The Australian Tax Office (ATO) is continuing to keep up the pressure on the industry in regards to self managed super funds (SMSF) that breach rules by lending part of their SMSF resources to relatives or other members.
In an address to the Small Independent Superannuation Funds Association in Melbourne, ATO assistant commissioner of superannuation Stuart Forsyth said the ATO was still being disappointed that SMSF holders were still breaching SMSF laws by providing loans.
“The law is unambiguous, you cannot use the resources of an SMSF to lend money, provide direct or indirect financial assistance to a member or a relative of a member.
“We still find funds where within months of being set up, some of the money has gone to a member, it’s one of the things ... that we’re working on as we speak,” he said.

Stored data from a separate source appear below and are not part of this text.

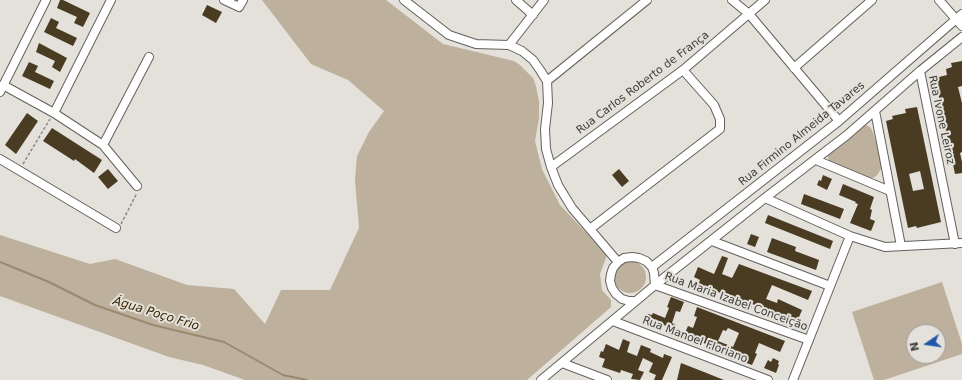 <!DOCTYPE html>
<meta charset="utf-8">
<style>
body{margin:0}
#map{position:relative;width:962px;height:380px;overflow:hidden;background:#e4e0da;font-family:"DejaVu Sans",sans-serif}
canvas{display:block}
.north{position:absolute;left:906px;top:324px;width:40px;height:40px;box-sizing:border-box;background:#e4e0da;border:1px solid #a29f9a;border-radius:50%;rotate:257deg;font-size:11px;font-weight:700;line-height:16px;text-align:center;color:#3e3d3a}
.north::after{content:'';display:block;margin:auto;width:14px;height:18px;background:#1f58aa;clip-path:polygon(50% 0,100% 100%,50% 72%,0 100%)}
</style>
<div id="map">
<canvas width="962" height="380"></canvas>
<div class="north">N</div>
</div>
<script>
const ctx = document.querySelector('canvas').getContext('2d');
ctx.lineJoin = 'round';
function fill(path, color) {
  ctx.fillStyle = color;
  ctx.fill(path, 'evenodd');
}
function shape(rows) {
  const path = new Path2D();
  for (const r of rows) {
    if (r.length === 3) {
      path.moveTo(r[0] + r[2], r[1]);
      path.arc(r[0], r[1], r[2], 0, 2 * Math.PI);
      continue;
    }
    path.moveTo(r[0], r[1]);
    for (let i = 2; i < r.length; i += 2) path.lineTo(r[i], r[i + 1]);
  }
  return path;
}
function stroke(path, color, width, dash) {
  ctx.strokeStyle = color;
  ctx.lineWidth = width;
  ctx.lineCap = dash ? 'butt' : 'round';
  ctx.setLineDash(dash || []);
  ctx.stroke(path);
}
function drawText(font, color, halo, rows, align = 'center') {
  ctx.font = font + ' "DejaVu Sans",sans-serif';
  ctx.lineWidth = 4;
  ctx.setLineDash([]);
  ctx.textBaseline = 'middle';
  ctx.strokeStyle = halo;
  ctx.fillStyle = color;
  for (const [text, x, y, turn = 0] of rows) {
    ctx.save();
    ctx.translate(x, y);
    ctx.rotate((+turn || 0) * Math.PI / 180);
    ctx.textAlign = isNaN(turn) ? turn : align;
    if (halo) ctx.strokeText(text, 0, 0);
    ctx.fillText(text, 0, 0);
    ctx.restore();
  }
}
fill(shape([
 [262,0,386,0,443,44,514,61,520,65,533,78,536,86,539,101,539,118,535,141,542,169,560,205,607,255,600,274,602,290,611,300,611,307,527,380,245,380,203,365,169,357,0,296,0,235,90,264,115,259,187,285,234,289,265,324,281,290,330,290,359,228,355,180,357,156,369,132,384,111,348,80,311,64],
 [864,124,870,127,873,132,881,159,882,166,878,174,875,177,868,179,829,161,828,157,828,155],
 [630,277,16],
 [942,282,962,344,962,354,884,380,874,380,852,312],
 [914,332,938,332,938,356,914,356]
]), '#bdb09c');
stroke(shape([
 [0,262,49,282,95,305,153,325,224,342,283,375,307,380]
]), '#9a896f', 2);
fill(shape([
 [60,0,63,0,90,13,83,27,74,23,77,17,57,8],
 [207,5,222,12,216,23,202,15],
 [51,18,59,22,56,28,77,38,73,46,44,32],
 [39,43,67,58,60,72,52,67,55,61,36,52],
 [962,61,962,86,958,87,962,103,962,152,960,153,962,162,962,173,955,174,935,78,947,75,946,69,952,67,951,63],
 [29,62,38,66,35,72,54,81,50,89,22,76],
 [917,107,941,222,917,228,916,226,908,228,886,121,893,119,892,116,906,113,905,109],
 [920,171,924,189,913,191,909,174],
 [27,113,38,121,16,154,5,145],
 [52,128,102,160,94,173,75,159,74,161,43,141],
 [108,169,118,181,108,189,98,177],
 [619,169,629,181,622,187,612,175],
 [823,175,832,179,827,190,817,185,819,180,821,181],
 [843,184,874,197,870,209,872,210,870,219,875,221,871,231,850,223,858,204,855,203,856,202,839,195],
 [804,194,844,209,840,219,801,204],
 [768,215,833,241,830,249,765,223],
 [751,234,759,237,755,247,747,244],
 [772,238,796,247,795,251,819,260,816,270,767,252],
 [722,256,728,258,722,274,732,278,739,264,812,291,808,300,772,285,766,299,777,303,778,299,802,310,797,322,752,304,751,309,745,306,746,303,698,284,700,280,694,277,698,267,714,274],
 [671,297,684,302,680,312,676,311,672,323,676,325,672,335,665,332,667,326,654,322,652,325,644,322,648,314,652,315,653,313,665,318,669,308,667,307],
 [697,307,785,341,780,352,759,343,755,353,757,354,752,365,705,347,706,344,693,339,692,342,685,339,687,334,685,333,688,326,693,328,697,317,694,316],
 [728,328,739,333,733,347,718,341,723,330,726,331],
 [623,339,630,342,627,352,637,356,641,345,651,349,650,352,663,358,664,354,672,357,662,380,654,380,656,375,649,372,653,363,643,358,638,370,644,372,640,380,631,379,633,374,621,370,620,373,602,367,605,359,599,357,601,351,603,352,606,344,619,350],
 [773,358,779,361,778,364,779,365,776,373,764,368,768,360,771,362],
 [681,363,704,372,724,380,677,380]
]), '#4a3b23');
const minor = shape([
 [224,0,239,7,243,0],
 [404,0,449,35,476,44,509,45,522,51,533,60,540,70,547,81,548,103,545,129,546,149,551,167,558,185,572,208,618,262],
 [516,0,533,15],
 [732,0,749,14,839,121],
 [939,0,962,26],
 [509,45,544,0],
 [794,68,872,0],
 [920,71,955,244],
 [547,81,647,0],
 [3,85,54,113,103,145,137,186],
 [0,92,46,0],
 [875,111,901,246],
 [54,113,111,0],
 [103,145,149,57],
 [0,159,116,228],
 [816,160,890,191],
 [551,167,683,70,765,0],
 [765,198,850,236,885,247,962,243],
 [590,229,720,129,720,119,714,105,683,70],
 [712,241,830,286],
 [632,257,639,258,646,261,652,267,654,273,655,285,636,301,629,301,622,299,616,294,612,288,610,281,611,274,613,268,618,262,624,258,632,257],
 [652,267,839,121,962,14],
 [655,285,765,198,847,135,920,71,962,37],
 [655,285,809,340],
 [613,321,768,380],
 [562,363,607,380],
 [541,380,636,301],
 [793,380,850,236]
]);
stroke(minor, '#64615c', 10);
stroke(shape([
 [23,164,50,119],
 [121,224,137,193]
]), '#898782', 1.5, [3, 2]);
stroke(minor, '#fff', 8);
drawText('11px', '#3e3d3a', '#e4e0da', [
 ["Rua Carlos Roberto de França",643,83,-37],
 ["Rua Ivone Leiroz",941,120,78],
 ["Rua Firmino Almeida Tavares",802,134,-39],
 ["Rua Maria Izabel Conceição",736,302,20],
 ["Rua Manoel Floriano",695,340,21]
]);
drawText('italic 12px', '#382500', '#e4e0da', [
 ["Água Poço Frio",156,314,17]
]);
</script>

Investigations around the loans comprise a significant part of the ATO’s audit and contravention report, he said.
300 audits are being planned “for this year”, together with 1000 reviews, 1,200 mailouts for the ATO’s tailored advice programs, as well as a follow up program of the service from the last financial year, Forsyth said.
The ATO also found that super trustees have been using their retirement funds’ members to support their related businesses, and exceeding the five per cent limit, Forsyth said.
“We don’t intend to get to the cases that just exceed the five per cent limit, we favour those people who have used more than 50 per cent of the money in the fund for related businesses,” he said.